• _What you will do_: Search the data for the string "Moreno", and report each line where it is found.
══════════════════════════════
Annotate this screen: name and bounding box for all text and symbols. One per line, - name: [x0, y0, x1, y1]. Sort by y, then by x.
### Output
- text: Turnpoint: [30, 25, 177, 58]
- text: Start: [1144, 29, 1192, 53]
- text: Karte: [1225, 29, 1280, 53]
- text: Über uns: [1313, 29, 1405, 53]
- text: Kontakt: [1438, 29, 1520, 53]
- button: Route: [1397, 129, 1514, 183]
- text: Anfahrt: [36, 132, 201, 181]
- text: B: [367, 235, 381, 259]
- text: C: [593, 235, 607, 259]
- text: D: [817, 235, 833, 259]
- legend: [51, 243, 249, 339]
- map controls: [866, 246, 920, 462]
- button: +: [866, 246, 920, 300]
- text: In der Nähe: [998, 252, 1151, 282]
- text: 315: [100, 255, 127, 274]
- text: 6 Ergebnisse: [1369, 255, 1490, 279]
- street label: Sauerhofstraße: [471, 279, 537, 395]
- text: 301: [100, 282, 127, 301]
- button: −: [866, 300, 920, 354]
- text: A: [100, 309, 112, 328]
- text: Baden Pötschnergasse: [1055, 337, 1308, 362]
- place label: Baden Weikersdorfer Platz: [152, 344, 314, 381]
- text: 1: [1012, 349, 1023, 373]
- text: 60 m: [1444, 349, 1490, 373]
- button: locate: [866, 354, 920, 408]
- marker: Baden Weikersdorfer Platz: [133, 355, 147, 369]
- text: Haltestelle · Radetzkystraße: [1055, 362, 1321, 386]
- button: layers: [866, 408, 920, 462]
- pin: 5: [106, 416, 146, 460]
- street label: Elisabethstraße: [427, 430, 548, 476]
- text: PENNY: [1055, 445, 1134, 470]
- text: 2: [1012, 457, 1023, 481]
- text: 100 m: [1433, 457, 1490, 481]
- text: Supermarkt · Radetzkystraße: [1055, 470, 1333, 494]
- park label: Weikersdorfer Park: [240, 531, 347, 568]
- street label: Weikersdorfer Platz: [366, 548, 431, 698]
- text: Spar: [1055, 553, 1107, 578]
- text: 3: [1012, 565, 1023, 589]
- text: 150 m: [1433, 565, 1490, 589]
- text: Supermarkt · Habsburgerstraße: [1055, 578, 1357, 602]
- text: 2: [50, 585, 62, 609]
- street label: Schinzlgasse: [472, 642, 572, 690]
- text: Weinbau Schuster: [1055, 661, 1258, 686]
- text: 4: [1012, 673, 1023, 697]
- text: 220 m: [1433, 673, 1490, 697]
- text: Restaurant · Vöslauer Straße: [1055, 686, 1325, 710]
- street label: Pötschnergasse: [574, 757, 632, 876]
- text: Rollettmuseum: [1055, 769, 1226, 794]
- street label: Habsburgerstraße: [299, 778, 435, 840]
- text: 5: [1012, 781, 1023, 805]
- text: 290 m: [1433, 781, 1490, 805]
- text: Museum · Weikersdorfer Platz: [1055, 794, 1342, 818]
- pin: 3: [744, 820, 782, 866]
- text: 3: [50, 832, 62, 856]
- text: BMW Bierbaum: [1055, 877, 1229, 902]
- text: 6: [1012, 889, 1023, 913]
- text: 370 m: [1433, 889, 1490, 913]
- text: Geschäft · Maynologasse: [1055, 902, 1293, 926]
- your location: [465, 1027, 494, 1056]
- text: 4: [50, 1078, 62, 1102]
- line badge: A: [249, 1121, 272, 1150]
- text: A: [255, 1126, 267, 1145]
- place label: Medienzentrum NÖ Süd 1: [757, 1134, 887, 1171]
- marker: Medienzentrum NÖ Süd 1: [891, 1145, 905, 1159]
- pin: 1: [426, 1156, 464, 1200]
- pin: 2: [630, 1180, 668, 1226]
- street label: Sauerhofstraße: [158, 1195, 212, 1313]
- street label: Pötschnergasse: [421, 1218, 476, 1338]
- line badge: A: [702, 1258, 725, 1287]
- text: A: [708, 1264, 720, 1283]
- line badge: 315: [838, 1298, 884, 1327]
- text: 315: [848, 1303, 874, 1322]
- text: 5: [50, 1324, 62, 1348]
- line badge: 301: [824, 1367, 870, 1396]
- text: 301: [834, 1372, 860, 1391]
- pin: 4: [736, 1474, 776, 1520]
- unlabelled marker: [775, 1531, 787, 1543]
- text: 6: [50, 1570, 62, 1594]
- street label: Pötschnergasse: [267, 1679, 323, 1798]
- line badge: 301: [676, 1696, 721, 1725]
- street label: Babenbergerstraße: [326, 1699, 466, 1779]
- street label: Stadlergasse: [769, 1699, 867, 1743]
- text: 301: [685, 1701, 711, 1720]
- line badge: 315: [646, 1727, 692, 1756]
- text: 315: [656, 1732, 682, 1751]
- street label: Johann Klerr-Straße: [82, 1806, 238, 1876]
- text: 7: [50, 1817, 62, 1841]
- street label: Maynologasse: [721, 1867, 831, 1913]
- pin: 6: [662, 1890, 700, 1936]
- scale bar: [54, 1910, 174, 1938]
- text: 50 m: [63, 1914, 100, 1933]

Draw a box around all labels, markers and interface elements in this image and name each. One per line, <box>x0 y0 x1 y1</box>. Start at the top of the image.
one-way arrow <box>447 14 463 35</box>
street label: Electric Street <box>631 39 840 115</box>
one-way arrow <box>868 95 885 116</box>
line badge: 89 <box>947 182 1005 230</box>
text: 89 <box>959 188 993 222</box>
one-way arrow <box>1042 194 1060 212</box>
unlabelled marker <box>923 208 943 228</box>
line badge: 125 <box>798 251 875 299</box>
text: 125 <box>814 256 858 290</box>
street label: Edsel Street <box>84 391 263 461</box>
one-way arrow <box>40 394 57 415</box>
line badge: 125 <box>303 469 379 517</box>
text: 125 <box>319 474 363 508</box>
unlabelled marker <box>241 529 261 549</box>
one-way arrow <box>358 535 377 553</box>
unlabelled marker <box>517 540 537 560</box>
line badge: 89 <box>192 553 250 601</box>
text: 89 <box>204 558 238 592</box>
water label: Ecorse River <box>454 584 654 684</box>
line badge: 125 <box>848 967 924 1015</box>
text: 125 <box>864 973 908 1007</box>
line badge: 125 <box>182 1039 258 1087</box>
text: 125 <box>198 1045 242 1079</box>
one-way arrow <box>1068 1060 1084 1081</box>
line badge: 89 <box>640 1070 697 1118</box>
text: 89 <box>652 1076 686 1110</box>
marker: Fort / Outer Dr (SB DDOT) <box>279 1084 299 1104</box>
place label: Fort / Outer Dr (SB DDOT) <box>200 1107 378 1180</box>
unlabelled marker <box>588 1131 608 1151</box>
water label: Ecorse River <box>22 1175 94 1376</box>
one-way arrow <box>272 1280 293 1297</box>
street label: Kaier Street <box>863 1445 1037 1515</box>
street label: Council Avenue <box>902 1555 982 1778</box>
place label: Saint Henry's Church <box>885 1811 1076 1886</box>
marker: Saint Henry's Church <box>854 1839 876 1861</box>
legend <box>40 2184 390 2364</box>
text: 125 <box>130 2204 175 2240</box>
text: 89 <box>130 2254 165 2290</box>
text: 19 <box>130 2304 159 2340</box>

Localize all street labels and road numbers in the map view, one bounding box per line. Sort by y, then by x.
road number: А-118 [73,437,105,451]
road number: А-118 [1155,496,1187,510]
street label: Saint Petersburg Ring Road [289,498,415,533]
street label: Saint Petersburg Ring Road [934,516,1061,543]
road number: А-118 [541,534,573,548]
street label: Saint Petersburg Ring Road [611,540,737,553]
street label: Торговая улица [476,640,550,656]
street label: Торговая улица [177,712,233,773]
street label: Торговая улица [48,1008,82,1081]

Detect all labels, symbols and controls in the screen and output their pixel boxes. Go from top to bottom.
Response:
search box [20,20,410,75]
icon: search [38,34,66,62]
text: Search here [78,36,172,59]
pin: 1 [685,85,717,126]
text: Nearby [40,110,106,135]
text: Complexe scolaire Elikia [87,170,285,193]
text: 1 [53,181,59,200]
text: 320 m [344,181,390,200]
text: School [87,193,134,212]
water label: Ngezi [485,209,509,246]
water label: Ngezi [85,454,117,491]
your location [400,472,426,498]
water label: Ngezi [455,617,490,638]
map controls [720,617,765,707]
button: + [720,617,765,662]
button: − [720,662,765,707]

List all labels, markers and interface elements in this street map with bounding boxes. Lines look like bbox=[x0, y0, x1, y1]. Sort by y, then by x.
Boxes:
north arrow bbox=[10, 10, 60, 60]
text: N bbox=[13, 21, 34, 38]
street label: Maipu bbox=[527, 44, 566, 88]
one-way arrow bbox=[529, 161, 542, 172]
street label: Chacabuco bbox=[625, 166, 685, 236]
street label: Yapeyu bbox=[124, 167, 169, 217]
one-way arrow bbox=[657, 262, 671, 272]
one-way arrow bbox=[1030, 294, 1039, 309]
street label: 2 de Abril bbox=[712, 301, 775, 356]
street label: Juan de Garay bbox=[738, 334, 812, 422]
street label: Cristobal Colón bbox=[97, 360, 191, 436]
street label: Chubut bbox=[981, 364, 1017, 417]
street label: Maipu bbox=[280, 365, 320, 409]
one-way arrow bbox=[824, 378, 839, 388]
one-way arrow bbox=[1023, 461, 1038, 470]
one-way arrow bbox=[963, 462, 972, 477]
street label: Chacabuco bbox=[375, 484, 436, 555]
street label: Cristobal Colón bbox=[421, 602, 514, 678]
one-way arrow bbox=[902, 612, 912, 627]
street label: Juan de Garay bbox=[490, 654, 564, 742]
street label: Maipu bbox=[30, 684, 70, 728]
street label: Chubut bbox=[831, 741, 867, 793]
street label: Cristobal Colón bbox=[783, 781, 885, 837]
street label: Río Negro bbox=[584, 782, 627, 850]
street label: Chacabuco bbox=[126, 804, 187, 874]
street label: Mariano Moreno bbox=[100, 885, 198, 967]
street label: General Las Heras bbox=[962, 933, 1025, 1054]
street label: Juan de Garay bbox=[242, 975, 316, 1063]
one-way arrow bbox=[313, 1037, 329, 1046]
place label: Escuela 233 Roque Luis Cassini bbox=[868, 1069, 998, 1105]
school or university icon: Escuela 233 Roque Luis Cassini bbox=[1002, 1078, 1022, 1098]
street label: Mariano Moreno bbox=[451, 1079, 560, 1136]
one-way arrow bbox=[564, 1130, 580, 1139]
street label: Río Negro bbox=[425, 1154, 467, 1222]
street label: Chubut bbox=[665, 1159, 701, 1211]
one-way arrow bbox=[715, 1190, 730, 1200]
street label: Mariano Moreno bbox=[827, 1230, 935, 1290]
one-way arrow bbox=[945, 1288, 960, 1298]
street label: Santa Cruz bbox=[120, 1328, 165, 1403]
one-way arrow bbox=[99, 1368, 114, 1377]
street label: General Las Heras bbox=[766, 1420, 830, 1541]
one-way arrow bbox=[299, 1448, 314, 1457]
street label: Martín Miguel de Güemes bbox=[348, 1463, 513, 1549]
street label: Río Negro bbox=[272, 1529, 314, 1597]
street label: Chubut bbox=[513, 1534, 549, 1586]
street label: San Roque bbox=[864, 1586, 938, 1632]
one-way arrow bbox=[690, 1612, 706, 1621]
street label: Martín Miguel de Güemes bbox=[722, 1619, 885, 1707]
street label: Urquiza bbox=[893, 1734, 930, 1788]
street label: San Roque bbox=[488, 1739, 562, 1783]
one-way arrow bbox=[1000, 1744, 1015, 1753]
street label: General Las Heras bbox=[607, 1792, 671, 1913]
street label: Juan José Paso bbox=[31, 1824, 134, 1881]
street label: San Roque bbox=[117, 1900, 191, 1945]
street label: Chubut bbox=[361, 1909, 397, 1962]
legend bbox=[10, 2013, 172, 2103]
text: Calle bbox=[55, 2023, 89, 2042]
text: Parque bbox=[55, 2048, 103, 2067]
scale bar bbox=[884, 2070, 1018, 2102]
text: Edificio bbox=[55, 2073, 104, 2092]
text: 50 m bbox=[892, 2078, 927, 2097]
══════════════════════════════
• _Exercise answer_:
street label: Mariano Moreno bbox=[100, 885, 198, 967]
street label: Mariano Moreno bbox=[451, 1079, 560, 1136]
street label: Mariano Moreno bbox=[827, 1230, 935, 1290]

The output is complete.